Try it
From the entries that follow, gather each line holding the word "text".

Records contained in a dataset

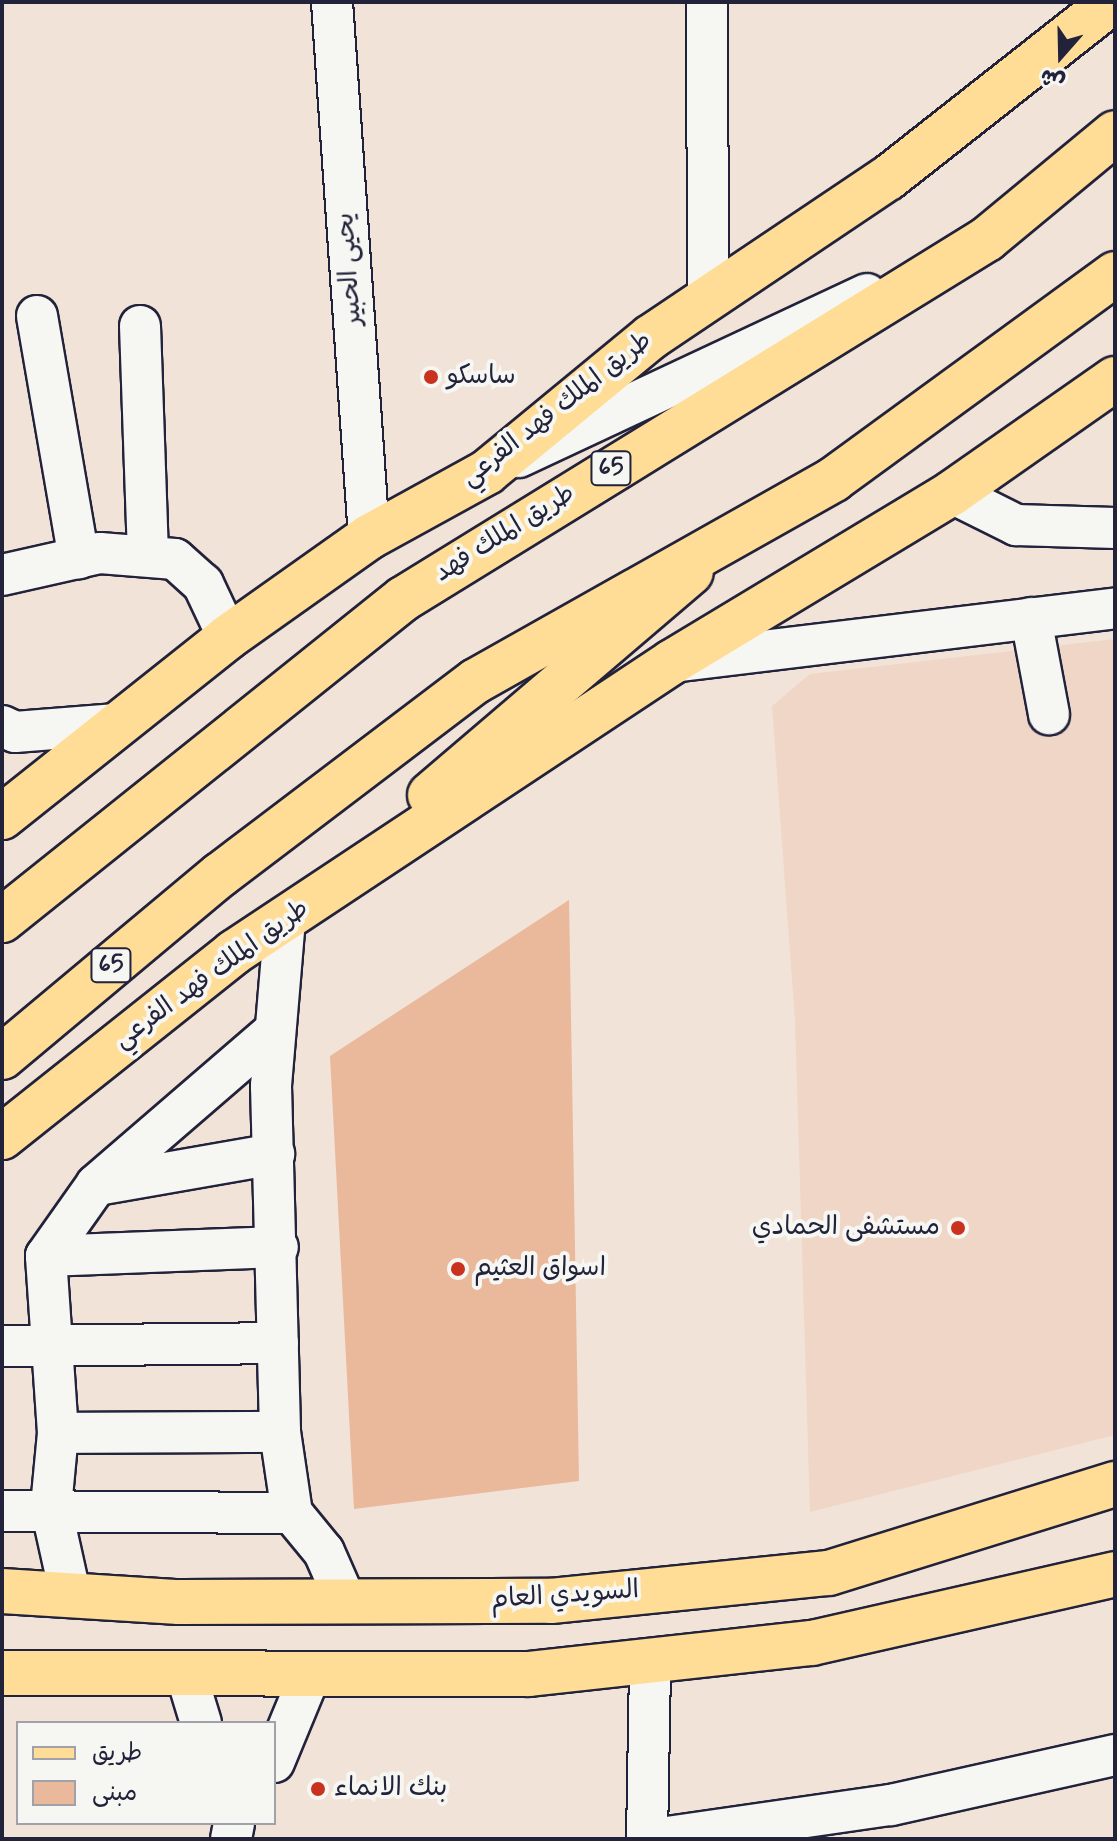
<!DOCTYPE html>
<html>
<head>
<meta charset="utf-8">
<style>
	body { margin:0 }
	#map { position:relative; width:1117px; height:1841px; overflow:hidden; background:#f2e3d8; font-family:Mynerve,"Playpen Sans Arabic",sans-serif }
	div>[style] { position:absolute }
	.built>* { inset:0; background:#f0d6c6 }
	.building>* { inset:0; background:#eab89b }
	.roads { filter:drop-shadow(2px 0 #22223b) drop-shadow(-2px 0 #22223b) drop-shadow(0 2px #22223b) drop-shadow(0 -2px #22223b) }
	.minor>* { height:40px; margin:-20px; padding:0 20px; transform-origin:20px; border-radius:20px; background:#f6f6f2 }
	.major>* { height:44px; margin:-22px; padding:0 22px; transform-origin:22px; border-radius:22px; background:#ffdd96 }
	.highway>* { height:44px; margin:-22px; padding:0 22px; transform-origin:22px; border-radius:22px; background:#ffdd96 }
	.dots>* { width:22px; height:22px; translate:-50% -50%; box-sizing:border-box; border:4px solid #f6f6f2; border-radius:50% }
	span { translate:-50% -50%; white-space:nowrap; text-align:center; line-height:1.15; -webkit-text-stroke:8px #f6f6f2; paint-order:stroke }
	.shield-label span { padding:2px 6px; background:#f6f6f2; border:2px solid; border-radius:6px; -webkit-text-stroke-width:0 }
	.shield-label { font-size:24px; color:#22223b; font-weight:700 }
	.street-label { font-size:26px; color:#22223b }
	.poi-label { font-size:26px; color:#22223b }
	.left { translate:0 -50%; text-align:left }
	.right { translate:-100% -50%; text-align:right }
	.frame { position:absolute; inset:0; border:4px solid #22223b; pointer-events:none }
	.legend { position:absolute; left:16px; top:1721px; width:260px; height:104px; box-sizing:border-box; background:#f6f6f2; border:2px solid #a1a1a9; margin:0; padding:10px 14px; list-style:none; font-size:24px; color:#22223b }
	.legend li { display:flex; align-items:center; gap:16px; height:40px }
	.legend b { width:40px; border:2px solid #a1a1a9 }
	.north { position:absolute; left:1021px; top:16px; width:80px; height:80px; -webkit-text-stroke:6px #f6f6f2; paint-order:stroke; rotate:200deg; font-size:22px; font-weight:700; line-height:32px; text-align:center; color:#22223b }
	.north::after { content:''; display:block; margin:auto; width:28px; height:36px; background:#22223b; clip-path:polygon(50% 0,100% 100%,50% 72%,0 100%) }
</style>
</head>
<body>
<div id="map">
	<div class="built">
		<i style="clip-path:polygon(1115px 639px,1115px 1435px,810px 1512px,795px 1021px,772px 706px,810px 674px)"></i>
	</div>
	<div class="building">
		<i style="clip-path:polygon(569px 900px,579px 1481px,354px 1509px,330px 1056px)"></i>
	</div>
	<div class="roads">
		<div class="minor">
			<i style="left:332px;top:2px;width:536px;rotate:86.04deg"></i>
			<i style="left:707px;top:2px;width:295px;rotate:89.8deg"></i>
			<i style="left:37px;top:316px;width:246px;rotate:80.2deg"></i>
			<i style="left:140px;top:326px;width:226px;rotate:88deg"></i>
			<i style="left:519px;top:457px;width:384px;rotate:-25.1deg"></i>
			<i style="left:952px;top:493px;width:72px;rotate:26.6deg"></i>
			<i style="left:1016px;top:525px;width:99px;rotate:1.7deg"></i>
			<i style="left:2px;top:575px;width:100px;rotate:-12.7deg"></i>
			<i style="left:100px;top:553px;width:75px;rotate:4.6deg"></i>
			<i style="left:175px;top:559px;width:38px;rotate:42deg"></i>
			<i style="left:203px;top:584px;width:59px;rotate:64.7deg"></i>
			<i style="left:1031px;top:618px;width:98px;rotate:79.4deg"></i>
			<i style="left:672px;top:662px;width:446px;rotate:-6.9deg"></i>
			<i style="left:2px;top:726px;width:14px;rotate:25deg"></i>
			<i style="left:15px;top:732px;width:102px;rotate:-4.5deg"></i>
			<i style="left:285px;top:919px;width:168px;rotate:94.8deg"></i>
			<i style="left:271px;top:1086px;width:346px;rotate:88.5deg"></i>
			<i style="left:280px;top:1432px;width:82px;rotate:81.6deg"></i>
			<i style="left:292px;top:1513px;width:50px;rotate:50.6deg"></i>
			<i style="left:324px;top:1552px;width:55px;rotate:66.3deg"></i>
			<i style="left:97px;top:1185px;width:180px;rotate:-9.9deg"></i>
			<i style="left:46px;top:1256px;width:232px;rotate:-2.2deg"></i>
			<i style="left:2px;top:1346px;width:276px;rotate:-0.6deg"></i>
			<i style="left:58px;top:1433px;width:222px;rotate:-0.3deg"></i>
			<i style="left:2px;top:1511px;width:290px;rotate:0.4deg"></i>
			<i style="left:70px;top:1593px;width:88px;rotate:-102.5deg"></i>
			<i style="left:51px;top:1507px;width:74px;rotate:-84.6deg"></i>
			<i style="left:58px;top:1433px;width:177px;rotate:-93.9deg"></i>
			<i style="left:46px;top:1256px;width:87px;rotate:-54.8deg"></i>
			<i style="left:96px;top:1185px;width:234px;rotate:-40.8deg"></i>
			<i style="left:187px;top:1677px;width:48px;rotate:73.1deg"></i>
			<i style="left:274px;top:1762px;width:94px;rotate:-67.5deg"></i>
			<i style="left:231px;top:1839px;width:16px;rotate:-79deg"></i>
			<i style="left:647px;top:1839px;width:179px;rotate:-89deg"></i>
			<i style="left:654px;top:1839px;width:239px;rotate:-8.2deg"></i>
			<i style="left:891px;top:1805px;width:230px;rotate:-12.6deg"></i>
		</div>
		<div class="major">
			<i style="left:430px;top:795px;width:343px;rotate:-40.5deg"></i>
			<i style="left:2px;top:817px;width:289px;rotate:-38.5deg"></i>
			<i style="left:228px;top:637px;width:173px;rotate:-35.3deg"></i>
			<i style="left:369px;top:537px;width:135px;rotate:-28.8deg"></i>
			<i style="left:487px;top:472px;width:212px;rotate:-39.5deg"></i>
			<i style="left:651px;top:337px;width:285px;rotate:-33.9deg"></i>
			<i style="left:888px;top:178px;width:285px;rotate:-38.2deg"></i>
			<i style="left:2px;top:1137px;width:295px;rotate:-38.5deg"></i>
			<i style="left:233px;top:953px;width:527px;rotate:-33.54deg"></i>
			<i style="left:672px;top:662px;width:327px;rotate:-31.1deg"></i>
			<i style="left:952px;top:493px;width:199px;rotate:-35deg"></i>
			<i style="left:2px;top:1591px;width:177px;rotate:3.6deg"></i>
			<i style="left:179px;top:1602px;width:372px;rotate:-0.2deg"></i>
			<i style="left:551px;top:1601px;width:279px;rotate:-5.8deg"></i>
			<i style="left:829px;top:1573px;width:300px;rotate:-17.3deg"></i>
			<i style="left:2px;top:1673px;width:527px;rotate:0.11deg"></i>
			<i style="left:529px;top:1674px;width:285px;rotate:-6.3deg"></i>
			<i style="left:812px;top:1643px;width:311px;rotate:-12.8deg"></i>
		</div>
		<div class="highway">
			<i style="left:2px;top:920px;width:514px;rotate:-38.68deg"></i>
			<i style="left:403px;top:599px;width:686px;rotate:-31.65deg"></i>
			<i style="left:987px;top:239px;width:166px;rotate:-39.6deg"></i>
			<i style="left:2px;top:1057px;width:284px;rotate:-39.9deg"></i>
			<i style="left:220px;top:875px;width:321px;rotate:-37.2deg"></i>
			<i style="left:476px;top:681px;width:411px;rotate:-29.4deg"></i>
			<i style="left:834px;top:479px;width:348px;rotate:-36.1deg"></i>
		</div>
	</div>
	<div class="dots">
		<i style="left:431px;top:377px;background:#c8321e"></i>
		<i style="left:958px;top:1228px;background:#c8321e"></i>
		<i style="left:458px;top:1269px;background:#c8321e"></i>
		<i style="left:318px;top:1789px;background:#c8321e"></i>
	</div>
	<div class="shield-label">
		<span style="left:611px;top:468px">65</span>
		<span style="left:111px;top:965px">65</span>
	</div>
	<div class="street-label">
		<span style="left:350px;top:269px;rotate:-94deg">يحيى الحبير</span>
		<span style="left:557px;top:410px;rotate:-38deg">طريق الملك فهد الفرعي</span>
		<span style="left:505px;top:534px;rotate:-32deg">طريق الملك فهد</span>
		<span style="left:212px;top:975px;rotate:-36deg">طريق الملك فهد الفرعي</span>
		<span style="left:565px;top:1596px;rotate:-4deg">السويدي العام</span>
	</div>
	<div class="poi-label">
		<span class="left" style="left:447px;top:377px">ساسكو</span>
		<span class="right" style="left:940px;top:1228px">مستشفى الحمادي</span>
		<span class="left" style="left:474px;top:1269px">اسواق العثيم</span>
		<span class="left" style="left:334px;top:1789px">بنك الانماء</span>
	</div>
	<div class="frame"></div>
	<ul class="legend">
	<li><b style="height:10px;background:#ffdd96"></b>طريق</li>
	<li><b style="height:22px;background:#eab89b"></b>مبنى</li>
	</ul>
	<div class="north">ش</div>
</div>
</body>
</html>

Task output
	span { translate:-50% -50%; white-space:nowrap; text-align:center; line-height:1.15; -webkit-text-stroke:8px #f6f6f2; paint-order:stroke }
	.shield-label span { padding:2px 6px; background:#f6f6f2; border:2px solid; border-radius:6px; -webkit-text-stroke-width:0 }
	.left { translate:0 -50%; text-align:left }
	.right { translate:-100% -50%; text-align:right }
	.north { position:absolute; left:1021px; top:16px; width:80px; height:80px; -webkit-text-stroke:6px #f6f6f2; paint-order:stroke; rotate:200deg; font-size:22px; font-weight:700; line-height:32px; text-align:center; color:#22223b }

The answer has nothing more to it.